- [Problem description] Copy every record below exactly.

- [Data for this exercise]

______

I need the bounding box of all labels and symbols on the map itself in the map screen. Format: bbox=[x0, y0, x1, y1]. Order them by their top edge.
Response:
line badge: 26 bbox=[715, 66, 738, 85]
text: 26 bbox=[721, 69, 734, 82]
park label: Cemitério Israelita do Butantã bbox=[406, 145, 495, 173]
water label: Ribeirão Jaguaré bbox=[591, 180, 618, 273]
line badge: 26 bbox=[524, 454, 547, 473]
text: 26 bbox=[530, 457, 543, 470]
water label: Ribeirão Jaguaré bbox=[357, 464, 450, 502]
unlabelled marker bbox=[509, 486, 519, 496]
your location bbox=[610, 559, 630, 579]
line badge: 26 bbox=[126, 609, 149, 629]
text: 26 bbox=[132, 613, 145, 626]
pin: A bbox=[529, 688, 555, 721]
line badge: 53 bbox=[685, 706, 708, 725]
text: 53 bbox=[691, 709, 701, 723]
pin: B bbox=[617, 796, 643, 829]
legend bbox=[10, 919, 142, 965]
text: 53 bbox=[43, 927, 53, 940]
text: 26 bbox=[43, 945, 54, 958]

______

- [The answer]
I need the bounding box of all labels and symbols on the map itself in the map screen. Format: bbox=[x0, y0, x1, y1]. Order them by their top edge.
Response:
line badge: 26 bbox=[715, 66, 738, 85]
text: 26 bbox=[721, 69, 734, 82]
park label: Cemitério Israelita do Butantã bbox=[406, 145, 495, 173]
water label: Ribeirão Jaguaré bbox=[591, 180, 618, 273]
line badge: 26 bbox=[524, 454, 547, 473]
text: 26 bbox=[530, 457, 543, 470]
water label: Ribeirão Jaguaré bbox=[357, 464, 450, 502]
unlabelled marker bbox=[509, 486, 519, 496]
your location bbox=[610, 559, 630, 579]
line badge: 26 bbox=[126, 609, 149, 629]
text: 26 bbox=[132, 613, 145, 626]
pin: A bbox=[529, 688, 555, 721]
line badge: 53 bbox=[685, 706, 708, 725]
text: 53 bbox=[691, 709, 701, 723]
pin: B bbox=[617, 796, 643, 829]
legend bbox=[10, 919, 142, 965]
text: 53 bbox=[43, 927, 53, 940]
text: 26 bbox=[43, 945, 54, 958]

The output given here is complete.